According to Mark Axinn, a partner in the law firm of Brill & Meisel, spending caps “are absolutely legal, so long as they are authorized by corporate documents.”
While such limits are most frequently found in the corporate documents of a condominium, they occasionally crop up in cooperatives, too. “They will have a spending cap in the bylaws that states that the board of directors can spend up to a certain figure for capital expenditures without shareholder approval. I have no objection at all, but, from a purely logistical point of view, if a board wants to do a major capital improvement, and it has a spending cap, then they have to go out and get proxies, and that, sometimes, is a logistical nightmare.”
The president of a ten-unit Queens co-op knows what he means. She says that problems of requiring majority shareholder approval are making her think it may be time to update her cooperative’s house rules. Since the building was constructed in the 1930s, each successive board has abided by a rule that says that it can spend no more than $200 on “miscellaneous” items without majority approval by all the shareholders. Over the decades, that rule has been interpreted to read that no money over $200 can be spent on major repairs without a majority of the shareholders’ okay.

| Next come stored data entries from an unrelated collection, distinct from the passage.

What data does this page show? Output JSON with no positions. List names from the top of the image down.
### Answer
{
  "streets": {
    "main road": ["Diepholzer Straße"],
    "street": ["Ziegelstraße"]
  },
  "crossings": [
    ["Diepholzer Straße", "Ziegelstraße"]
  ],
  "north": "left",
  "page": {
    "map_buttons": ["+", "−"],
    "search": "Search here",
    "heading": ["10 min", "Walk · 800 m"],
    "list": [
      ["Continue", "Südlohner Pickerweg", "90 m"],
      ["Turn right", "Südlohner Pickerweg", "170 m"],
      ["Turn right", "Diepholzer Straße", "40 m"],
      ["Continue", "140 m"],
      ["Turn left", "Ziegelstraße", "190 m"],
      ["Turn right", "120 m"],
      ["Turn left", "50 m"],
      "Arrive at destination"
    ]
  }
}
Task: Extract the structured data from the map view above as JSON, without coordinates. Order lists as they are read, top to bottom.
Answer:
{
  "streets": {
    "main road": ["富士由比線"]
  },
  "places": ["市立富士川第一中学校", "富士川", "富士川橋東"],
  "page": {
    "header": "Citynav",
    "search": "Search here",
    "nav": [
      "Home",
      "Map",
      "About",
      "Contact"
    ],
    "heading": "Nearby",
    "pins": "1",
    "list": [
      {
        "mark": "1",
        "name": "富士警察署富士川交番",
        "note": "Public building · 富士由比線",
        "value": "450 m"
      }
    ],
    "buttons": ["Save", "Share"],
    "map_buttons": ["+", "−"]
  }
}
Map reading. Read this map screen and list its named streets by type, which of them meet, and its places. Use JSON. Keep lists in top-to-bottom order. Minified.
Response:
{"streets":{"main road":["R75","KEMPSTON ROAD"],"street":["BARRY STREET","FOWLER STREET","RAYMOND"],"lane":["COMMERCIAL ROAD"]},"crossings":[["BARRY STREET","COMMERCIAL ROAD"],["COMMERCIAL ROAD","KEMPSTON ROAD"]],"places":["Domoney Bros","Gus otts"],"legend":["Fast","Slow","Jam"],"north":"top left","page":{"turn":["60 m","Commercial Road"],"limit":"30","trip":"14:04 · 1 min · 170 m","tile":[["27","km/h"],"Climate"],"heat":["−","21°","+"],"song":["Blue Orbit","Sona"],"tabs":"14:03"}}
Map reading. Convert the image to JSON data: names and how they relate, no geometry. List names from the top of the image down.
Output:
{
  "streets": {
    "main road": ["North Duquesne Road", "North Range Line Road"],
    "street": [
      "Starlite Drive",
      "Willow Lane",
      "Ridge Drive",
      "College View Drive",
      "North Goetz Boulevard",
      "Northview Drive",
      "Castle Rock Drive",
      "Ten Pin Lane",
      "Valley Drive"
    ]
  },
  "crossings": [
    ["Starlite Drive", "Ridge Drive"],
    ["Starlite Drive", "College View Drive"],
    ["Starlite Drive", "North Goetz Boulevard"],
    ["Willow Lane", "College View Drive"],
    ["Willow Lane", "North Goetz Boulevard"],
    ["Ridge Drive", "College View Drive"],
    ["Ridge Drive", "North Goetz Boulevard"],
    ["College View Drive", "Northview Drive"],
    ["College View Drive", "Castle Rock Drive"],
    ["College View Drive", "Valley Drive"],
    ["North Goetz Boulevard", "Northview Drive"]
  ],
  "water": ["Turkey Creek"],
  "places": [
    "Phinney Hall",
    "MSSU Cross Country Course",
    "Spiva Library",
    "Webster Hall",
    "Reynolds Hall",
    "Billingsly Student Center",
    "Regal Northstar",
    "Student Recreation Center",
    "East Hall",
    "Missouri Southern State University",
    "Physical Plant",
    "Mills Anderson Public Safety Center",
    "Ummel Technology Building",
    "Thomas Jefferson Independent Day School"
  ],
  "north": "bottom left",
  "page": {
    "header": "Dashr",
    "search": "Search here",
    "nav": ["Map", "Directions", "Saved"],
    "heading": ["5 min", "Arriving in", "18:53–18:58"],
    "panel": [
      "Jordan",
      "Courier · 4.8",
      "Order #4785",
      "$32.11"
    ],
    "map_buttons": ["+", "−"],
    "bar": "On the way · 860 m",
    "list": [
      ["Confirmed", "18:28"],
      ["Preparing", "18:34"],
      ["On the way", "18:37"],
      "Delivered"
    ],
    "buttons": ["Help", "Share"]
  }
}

On the one hand, because it is a small co-op and most of the shareholders are retired, getting information to everyone and collecting proxies or having a vote is not difficult. On the other hand, some decisions can’t wait for everyone to vote because time is of the essence. For example, when the building’s balustrades were threatening to fall off, the board had to quickly round up all the shareholders. And, although approval was obtained, one shareholder voted against the project because she didn’t like the engineer.
What happens if a majority of shareholders refuses to authorize spending on capital repairs – or if the board can’t get enough proxies to approve the repairs? “If they can’t get approval, they can go to court,” says Richard Siegler, a partner in the law firm of Stroock & Stroock & Lavan. However, this is a hugely unwieldy and potentially expensive remedy.
A better solution, say some attorneys, is to educate the shareholders: they need to understand that the fiduciary duty of a board is to manage the property as it sees fit. “At the end of the day, the board has to run the building,” explains Siegler. “To the extent they can’t spend the money [on capital repairs], that provision would be a derogation of their duties as directors.”
Horwitz, the co-op president, couldn’t agree more. As he sees it, spending limits prevent directors from doing their jobs effectively. “If a building elects people to manage the building, and you elect based on trust and there is a fiduciary responsibility to care for the building,” he says, “it is going to cost us time and money and aggravation [to do the job correctly]. You can’t elect people you think will do the job properly and then tie their hands.”